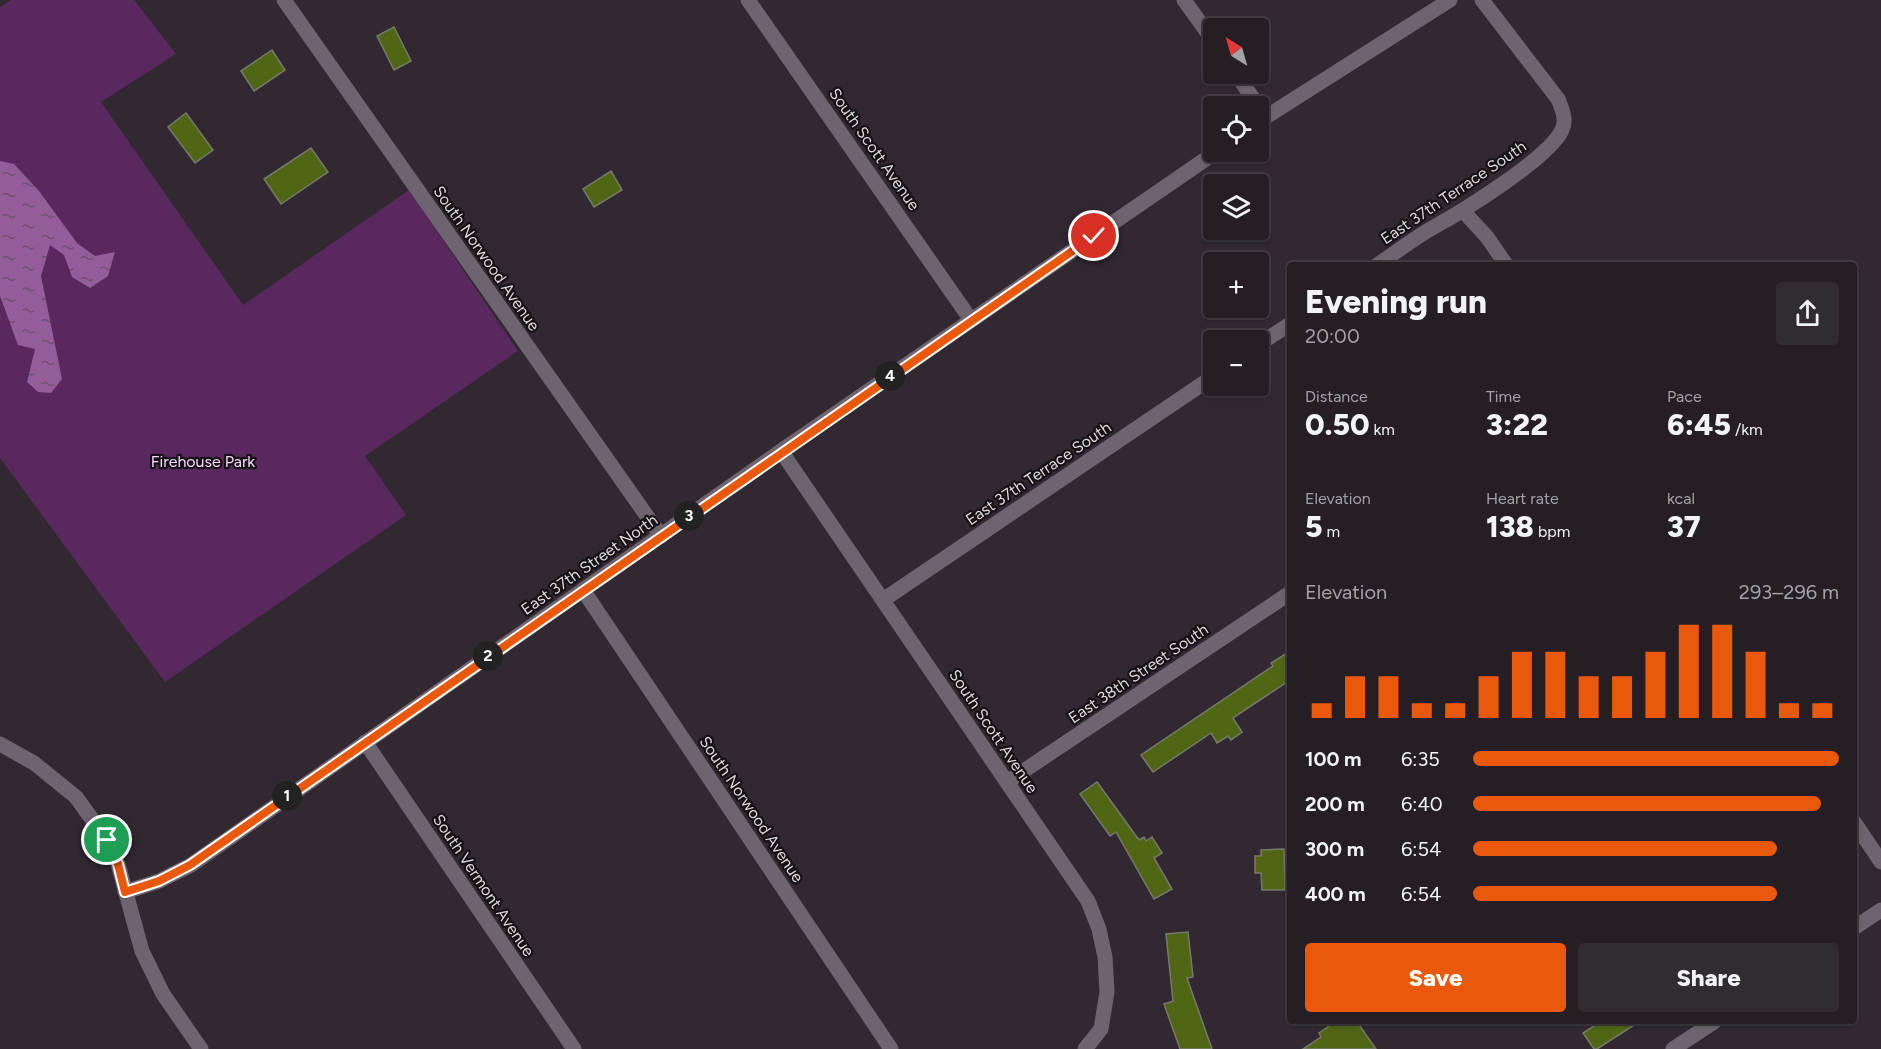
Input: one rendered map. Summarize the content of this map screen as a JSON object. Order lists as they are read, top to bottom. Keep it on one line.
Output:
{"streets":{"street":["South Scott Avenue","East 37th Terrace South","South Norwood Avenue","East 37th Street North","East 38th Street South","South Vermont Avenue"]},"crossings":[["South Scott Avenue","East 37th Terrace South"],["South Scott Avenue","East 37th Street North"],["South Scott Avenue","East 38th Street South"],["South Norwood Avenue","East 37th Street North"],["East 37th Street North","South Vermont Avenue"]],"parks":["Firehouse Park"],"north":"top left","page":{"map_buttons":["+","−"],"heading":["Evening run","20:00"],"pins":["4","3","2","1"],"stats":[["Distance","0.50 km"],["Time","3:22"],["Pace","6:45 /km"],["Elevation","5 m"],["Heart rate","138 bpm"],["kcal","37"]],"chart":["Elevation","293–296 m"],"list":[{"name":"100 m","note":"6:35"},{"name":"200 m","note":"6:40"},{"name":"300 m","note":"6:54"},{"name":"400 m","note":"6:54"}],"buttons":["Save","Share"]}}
--
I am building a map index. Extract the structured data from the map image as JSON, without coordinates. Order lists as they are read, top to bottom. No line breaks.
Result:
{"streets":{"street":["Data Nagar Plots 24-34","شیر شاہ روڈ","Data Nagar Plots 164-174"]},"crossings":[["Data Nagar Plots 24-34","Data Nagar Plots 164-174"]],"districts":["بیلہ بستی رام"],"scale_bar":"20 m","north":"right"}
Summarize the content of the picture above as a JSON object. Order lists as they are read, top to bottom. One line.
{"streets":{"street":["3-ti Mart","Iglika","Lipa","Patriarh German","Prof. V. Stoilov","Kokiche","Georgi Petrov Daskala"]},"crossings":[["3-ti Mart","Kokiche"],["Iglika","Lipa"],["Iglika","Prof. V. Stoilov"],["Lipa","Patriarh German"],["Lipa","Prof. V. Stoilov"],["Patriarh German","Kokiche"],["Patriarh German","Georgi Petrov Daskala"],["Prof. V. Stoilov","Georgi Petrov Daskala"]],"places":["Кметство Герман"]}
* * *
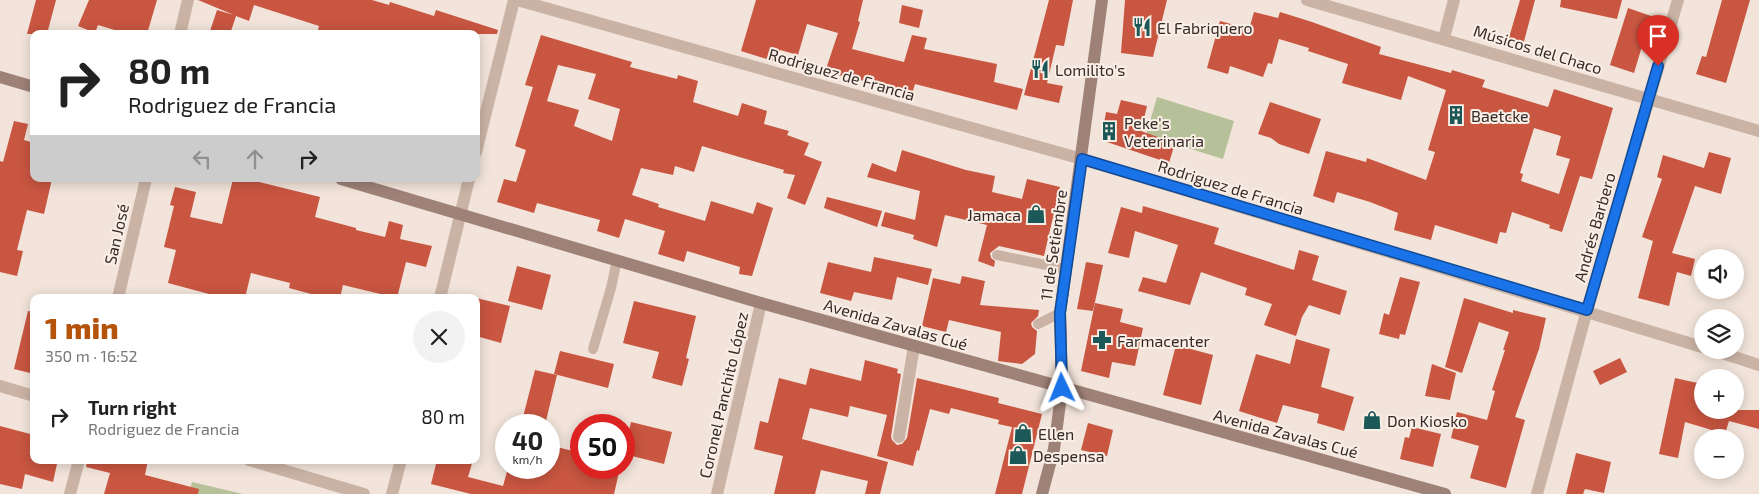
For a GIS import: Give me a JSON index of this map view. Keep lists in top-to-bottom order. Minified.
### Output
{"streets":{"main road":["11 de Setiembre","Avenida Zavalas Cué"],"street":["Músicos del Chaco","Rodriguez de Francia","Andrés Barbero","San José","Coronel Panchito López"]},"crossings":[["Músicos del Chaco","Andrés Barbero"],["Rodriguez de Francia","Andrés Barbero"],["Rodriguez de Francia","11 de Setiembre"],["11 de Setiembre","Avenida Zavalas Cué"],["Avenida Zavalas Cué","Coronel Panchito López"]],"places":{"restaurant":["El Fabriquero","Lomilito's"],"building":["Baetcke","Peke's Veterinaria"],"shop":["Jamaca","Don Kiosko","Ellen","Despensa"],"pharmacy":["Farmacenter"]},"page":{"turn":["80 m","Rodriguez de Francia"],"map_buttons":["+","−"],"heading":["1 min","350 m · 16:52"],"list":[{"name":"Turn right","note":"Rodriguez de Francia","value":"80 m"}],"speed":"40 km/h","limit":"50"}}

### Task prompt
Tally how many lines include "this" in the listing above; reply with the number only.

### Result
2